WORK TASK:
Only the records, exactly as written, belong in the answer; pictures do not.

AVAILABLE RECORDS:
>>>
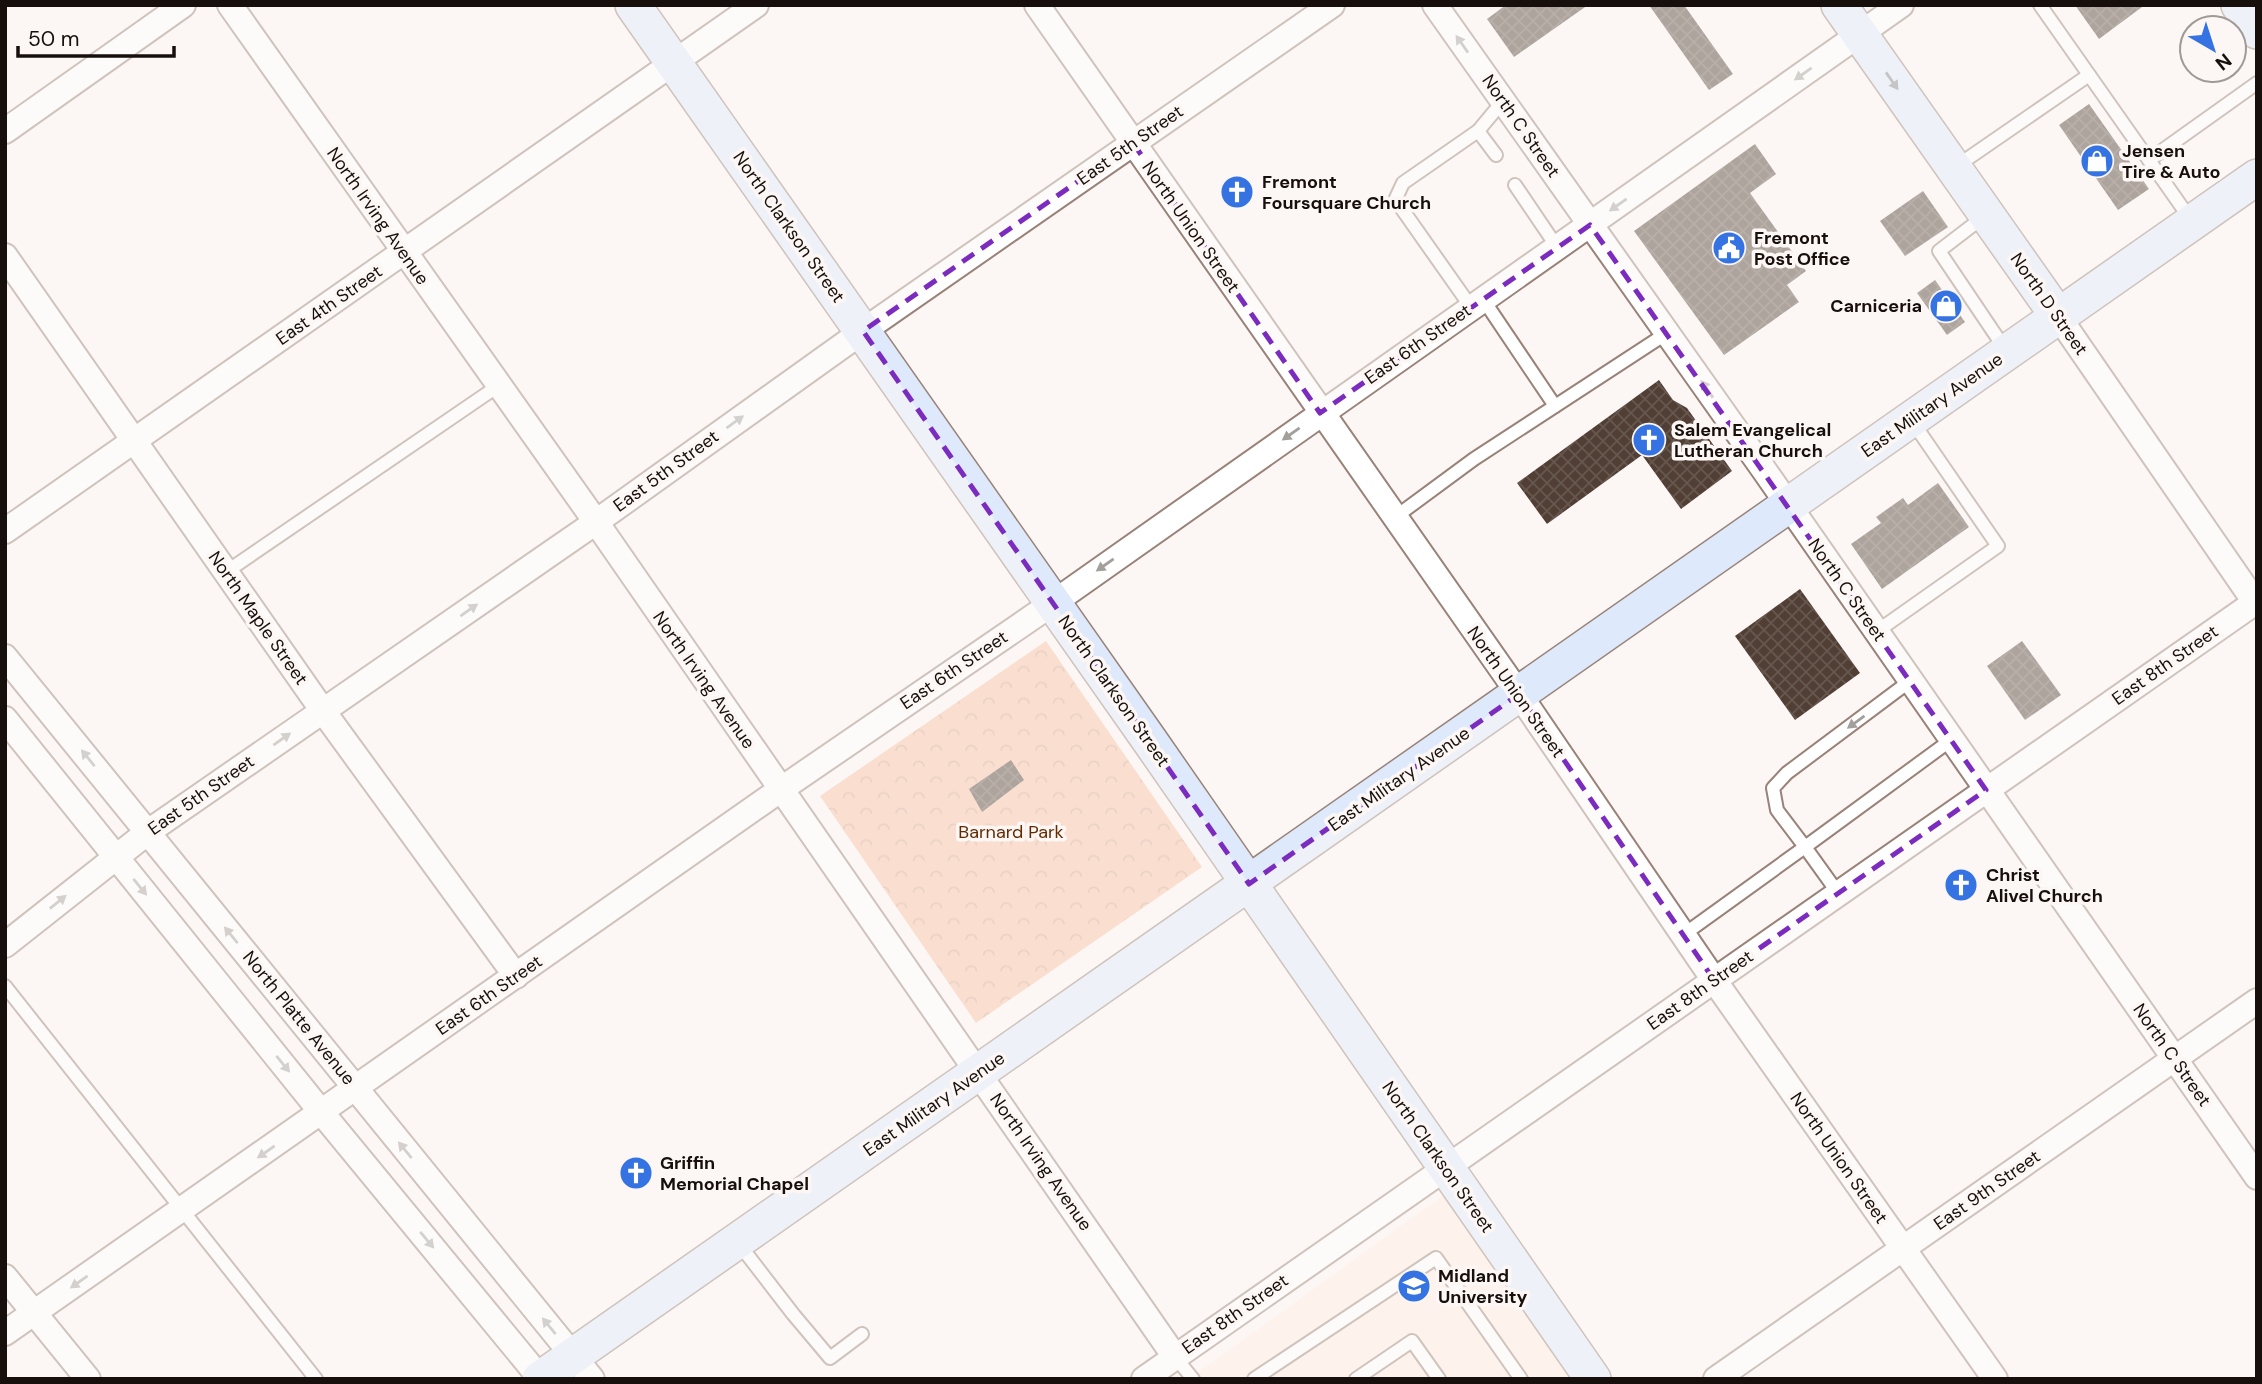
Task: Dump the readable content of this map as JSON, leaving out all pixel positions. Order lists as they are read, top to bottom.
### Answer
{
  "streets": {
    "main road": ["North Clarkson Street", "North D Street", "East Military Avenue"],
    "street": [
      "North C Street",
      "East 5th Street",
      "North Irving Avenue",
      "North Union Street",
      "East 4th Street",
      "East 6th Street",
      "North Maple Street",
      "East 8th Street",
      "North Platte Avenue",
      "East 9th Street"
    ]
  },
  "crossings": [
    ["North C Street", "East 6th Street"],
    ["North C Street", "East Military Avenue"],
    ["North C Street", "East 8th Street"],
    ["North C Street", "East 9th Street"],
    ["East 5th Street", "North Irving Avenue"],
    ["East 5th Street", "North Clarkson Street"],
    ["East 5th Street", "North Union Street"],
    ["East 5th Street", "North Maple Street"],
    ["East 5th Street", "North Platte Avenue"],
    ["North Irving Avenue", "East 4th Street"],
    ["North Irving Avenue", "East 6th Street"],
    ["North Irving Avenue", "East Military Avenue"],
    ["North Irving Avenue", "East 8th Street"],
    ["North Clarkson Street", "East 4th Street"],
    ["North Clarkson Street", "East 6th Street"],
    ["North Clarkson Street", "East Military Avenue"],
    ["North Clarkson Street", "East 8th Street"],
    ["North Union Street", "East 6th Street"],
    ["North Union Street", "East Military Avenue"],
    ["North Union Street", "East 8th Street"],
    ["North Union Street", "East 9th Street"],
    ["North D Street", "East 6th Street"],
    ["North D Street", "East Military Avenue"],
    ["North D Street", "East 8th Street"],
    ["East 4th Street", "North Maple Street"],
    ["East 6th Street", "North Maple Street"],
    ["East 6th Street", "North Platte Avenue"],
    ["East Military Avenue", "North Platte Avenue"]
  ],
  "one_way": ["East 5th Street", "East 6th Street"],
  "parks": ["Barnard Park"],
  "places": {
    "shop": ["Jensen Tire & Auto", "Carniceria"],
    "church": [
      "Fremont Foursquare Church",
      "Salem Evangelical Lutheran Church",
      "Christ Alivel Church",
      "Griffin Memorial Chapel"
    ],
    "public building": ["Fremont Post Office"],
    "school or university": ["Midland University"]
  },
  "scale_bar": "50 m",
  "north": "bottom right"
}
<<<
YOUR SOLUTION:
Task: Dump the readable content of this map as JSON, leaving out all pixel positions. Order lists as they are read, top to bottom.
### Answer
{
  "streets": {
    "main road": ["North Clarkson Street", "North D Street", "East Military Avenue"],
    "street": [
      "North C Street",
      "East 5th Street",
      "North Irving Avenue",
      "North Union Street",
      "East 4th Street",
      "East 6th Street",
      "North Maple Street",
      "East 8th Street",
      "North Platte Avenue",
      "East 9th Street"
    ]
  },
  "crossings": [
    ["North C Street", "East 6th Street"],
    ["North C Street", "East Military Avenue"],
    ["North C Street", "East 8th Street"],
    ["North C Street", "East 9th Street"],
    ["East 5th Street", "North Irving Avenue"],
    ["East 5th Street", "North Clarkson Street"],
    ["East 5th Street", "North Union Street"],
    ["East 5th Street", "North Maple Street"],
    ["East 5th Street", "North Platte Avenue"],
    ["North Irving Avenue", "East 4th Street"],
    ["North Irving Avenue", "East 6th Street"],
    ["North Irving Avenue", "East Military Avenue"],
    ["North Irving Avenue", "East 8th Street"],
    ["North Clarkson Street", "East 4th Street"],
    ["North Clarkson Street", "East 6th Street"],
    ["North Clarkson Street", "East Military Avenue"],
    ["North Clarkson Street", "East 8th Street"],
    ["North Union Street", "East 6th Street"],
    ["North Union Street", "East Military Avenue"],
    ["North Union Street", "East 8th Street"],
    ["North Union Street", "East 9th Street"],
    ["North D Street", "East 6th Street"],
    ["North D Street", "East Military Avenue"],
    ["North D Street", "East 8th Street"],
    ["East 4th Street", "North Maple Street"],
    ["East 6th Street", "North Maple Street"],
    ["East 6th Street", "North Platte Avenue"],
    ["East Military Avenue", "North Platte Avenue"]
  ],
  "one_way": ["East 5th Street", "East 6th Street"],
  "parks": ["Barnard Park"],
  "places": {
    "shop": ["Jensen Tire & Auto", "Carniceria"],
    "church": [
      "Fremont Foursquare Church",
      "Salem Evangelical Lutheran Church",
      "Christ Alivel Church",
      "Griffin Memorial Chapel"
    ],
    "public building": ["Fremont Post Office"],
    "school or university": ["Midland University"]
  },
  "scale_bar": "50 m",
  "north": "bottom right"
}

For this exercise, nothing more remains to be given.